What stops Trezor themselves scamming everyone? Imagine they inserted something into the wallet which just drains them all in 10 years or something? Is that possible? I dont like the idea of trusting a company with something which was designed for me to be my own bank in the first place.

>>25271981
yes it is very possible and very likely which is why I have stayed away from both ledger and trezor. they could literally have all the keys stored, just waiting and we wouldn't know. How d we know somone doesn't boot every device, get the seedphrases, wipe them, and put the antitamper stickers on. What is to stop them? there's no reason to believe them at all. Especially Ledger.

Private key is never exposed when sending crypto, It requires physical interaction with the device to send funds which is why it's superior to metamask. Metamask a hacker can get your shit and then send all the funds out in one go fucking you over. You don't even need to have the trezor T, Just buy trezor one it's super simple and cheap as fuck at like $50, stop being a poorfag and risking your crypto investments.

Also buy it off amazon, from their official store page, It's actually like $65 after tax but still.

I dont understand this whole "offline" or "airgapped" thing. At some point, the computer or the software needs to communicatie with the blockchain via internet right? How else would a transaction work?

>>25270866
Trust me 1k$ worth LINK drained from my metamask wallet somehow, that's when I bought Trezor
Was using Macbook Air with Bitdefender Total security

>>25271981
How do you know Metamask won't steal your coins? Or any other wallet creator? At least Trezor's code is open source, and even if you don't review it yourself you know there're tons of nerds that do and would go nuts on Twitter or whatever if they found something suspicious.

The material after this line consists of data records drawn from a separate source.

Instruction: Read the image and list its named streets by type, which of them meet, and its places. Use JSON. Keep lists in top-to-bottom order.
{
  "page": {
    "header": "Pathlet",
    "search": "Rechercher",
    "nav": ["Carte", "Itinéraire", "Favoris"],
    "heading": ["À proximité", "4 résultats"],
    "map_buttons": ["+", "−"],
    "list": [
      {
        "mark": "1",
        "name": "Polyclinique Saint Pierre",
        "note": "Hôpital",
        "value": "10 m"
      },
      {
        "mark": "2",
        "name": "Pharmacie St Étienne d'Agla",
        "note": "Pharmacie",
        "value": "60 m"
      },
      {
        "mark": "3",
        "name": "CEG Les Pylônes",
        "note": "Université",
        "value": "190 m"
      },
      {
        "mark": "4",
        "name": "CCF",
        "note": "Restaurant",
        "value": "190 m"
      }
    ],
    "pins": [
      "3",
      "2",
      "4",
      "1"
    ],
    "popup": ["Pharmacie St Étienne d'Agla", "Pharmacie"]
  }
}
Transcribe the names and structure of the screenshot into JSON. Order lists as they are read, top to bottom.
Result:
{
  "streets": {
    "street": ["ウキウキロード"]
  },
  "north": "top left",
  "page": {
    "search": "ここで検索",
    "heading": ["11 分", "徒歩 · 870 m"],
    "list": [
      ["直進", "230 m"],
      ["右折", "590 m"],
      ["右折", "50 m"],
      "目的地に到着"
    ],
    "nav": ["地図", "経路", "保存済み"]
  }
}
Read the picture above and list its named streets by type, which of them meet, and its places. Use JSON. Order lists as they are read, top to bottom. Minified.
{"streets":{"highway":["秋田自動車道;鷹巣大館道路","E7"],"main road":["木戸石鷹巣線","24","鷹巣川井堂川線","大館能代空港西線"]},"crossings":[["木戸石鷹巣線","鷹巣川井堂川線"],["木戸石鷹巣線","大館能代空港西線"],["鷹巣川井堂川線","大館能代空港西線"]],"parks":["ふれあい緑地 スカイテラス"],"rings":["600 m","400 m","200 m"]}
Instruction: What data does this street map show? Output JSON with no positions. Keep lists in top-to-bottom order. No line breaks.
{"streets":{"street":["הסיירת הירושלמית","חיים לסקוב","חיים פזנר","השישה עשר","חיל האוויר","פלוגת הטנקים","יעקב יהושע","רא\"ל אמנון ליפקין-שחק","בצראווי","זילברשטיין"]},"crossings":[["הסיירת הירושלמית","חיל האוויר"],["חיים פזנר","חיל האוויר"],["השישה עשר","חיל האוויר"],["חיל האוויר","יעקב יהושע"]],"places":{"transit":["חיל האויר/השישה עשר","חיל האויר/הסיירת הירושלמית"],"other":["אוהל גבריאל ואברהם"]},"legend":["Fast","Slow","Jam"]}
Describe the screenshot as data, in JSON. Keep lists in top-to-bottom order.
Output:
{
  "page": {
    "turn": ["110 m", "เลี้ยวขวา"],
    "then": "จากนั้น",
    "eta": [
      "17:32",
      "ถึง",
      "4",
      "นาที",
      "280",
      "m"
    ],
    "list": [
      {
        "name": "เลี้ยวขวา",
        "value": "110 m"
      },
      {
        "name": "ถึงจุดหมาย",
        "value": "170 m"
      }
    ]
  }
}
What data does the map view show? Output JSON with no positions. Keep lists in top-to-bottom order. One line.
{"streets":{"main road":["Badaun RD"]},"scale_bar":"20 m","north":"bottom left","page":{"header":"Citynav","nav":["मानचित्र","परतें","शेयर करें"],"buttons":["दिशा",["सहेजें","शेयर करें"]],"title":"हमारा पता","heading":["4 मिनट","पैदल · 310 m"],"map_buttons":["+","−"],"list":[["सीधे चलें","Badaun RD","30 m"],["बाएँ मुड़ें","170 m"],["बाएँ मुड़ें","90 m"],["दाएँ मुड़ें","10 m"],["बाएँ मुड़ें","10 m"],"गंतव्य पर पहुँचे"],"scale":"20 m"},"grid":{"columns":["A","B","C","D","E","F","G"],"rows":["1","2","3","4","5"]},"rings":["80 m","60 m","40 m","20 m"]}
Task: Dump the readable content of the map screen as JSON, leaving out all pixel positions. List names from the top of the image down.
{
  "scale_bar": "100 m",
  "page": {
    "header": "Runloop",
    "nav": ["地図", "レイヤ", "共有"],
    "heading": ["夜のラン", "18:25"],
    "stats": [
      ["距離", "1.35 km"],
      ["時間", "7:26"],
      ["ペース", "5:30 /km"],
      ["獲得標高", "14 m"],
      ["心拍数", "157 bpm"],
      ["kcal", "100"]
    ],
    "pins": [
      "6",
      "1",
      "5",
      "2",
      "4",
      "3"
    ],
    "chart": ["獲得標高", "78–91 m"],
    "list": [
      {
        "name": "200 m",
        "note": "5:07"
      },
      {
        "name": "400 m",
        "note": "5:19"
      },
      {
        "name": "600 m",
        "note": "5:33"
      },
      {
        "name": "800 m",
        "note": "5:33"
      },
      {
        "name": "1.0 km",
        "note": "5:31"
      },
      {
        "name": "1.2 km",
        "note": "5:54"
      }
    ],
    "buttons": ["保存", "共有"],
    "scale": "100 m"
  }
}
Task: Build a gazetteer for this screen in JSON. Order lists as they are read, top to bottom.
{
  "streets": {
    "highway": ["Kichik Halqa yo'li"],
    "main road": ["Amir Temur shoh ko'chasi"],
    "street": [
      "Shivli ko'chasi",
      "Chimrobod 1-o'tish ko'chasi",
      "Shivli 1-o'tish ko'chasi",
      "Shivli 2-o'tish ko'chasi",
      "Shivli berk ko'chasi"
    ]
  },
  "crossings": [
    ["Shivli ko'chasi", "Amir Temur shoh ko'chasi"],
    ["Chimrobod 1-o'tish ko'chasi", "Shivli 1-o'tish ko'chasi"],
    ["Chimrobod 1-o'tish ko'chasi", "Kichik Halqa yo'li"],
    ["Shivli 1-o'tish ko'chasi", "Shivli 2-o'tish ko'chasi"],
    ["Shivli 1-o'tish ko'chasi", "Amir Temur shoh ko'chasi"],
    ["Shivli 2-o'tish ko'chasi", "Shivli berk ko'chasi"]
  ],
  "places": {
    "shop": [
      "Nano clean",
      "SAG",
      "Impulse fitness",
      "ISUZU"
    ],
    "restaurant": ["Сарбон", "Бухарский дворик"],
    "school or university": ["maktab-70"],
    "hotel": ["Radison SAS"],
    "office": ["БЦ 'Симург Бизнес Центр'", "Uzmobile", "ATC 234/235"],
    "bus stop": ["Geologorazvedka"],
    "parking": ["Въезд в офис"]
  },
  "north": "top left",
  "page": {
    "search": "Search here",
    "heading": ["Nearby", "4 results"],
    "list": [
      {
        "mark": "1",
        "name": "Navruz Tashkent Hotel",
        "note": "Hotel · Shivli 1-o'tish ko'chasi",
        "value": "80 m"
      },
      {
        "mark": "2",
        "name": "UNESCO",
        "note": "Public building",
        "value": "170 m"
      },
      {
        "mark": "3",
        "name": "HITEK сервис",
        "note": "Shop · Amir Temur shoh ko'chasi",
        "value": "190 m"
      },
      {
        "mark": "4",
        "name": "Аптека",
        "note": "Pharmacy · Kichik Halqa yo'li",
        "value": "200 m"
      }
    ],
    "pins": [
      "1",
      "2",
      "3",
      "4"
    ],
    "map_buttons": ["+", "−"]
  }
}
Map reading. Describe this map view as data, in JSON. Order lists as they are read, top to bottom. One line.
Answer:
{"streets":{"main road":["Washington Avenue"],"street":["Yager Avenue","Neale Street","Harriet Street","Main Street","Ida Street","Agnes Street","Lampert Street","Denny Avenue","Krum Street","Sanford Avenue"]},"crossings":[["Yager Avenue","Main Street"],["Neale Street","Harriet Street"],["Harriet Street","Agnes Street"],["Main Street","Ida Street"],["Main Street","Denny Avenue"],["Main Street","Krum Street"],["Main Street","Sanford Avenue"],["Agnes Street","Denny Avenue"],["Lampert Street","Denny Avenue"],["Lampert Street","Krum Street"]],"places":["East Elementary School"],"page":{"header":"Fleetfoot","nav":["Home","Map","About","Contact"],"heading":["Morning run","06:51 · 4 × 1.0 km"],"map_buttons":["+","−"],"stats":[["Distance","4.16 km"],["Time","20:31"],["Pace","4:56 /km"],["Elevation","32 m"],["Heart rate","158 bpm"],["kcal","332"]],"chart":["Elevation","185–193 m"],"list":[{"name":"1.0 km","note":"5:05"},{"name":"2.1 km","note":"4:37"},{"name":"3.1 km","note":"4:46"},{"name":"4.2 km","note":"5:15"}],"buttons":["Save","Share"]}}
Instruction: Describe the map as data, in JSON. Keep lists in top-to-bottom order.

Plus these are public people working for a legit company in Europe, they'd go to jail forever if they pulled some shit like that. I guess it is still a risk but a very minor one. I'm pretty sure you don't have to use a seed phrase generated by the Trezor wallet, either. So roll some dice or something to generate your own 24-word seed and there you go.

>>25272200
The reason why trezor is safe is because they don't store any of your information pertaining to the wallet. All the data, pin to log in once its connected is all contained and encrypted on the wallet in the software. There's also the fact that to move any of the funds it has to be plugged in and you have to confirm the transaction physically to access the private key with the software.

Okay thanks a lot guys!
I’ll take one.
Why the private keys get exposed when signing a transaction with metamask?

>>25272631
because it's open and available on the machine. with a hardware wallet, the private key is in a separate secure element that is never exposed. you could connect a hardware wallet to the most fucked up malware infested machine and the private keys would still be safe

https://justaskthales.com/us/what-is-a-secure-element/#:~:text=A%20Secure%20Element%20(SE)%20is,i.e.%20the%20device%20operating%20system).

>>25270866

Hey bro, let me help you out.

>create offline wallet on computer that never connects to internet
>create encrypted container using veracrypt. Put wallet inside
>make a million copies of the container and upload to cloud

Just be sure to have a really strong, long password, and this is objectively the best way to secure a cold wallet.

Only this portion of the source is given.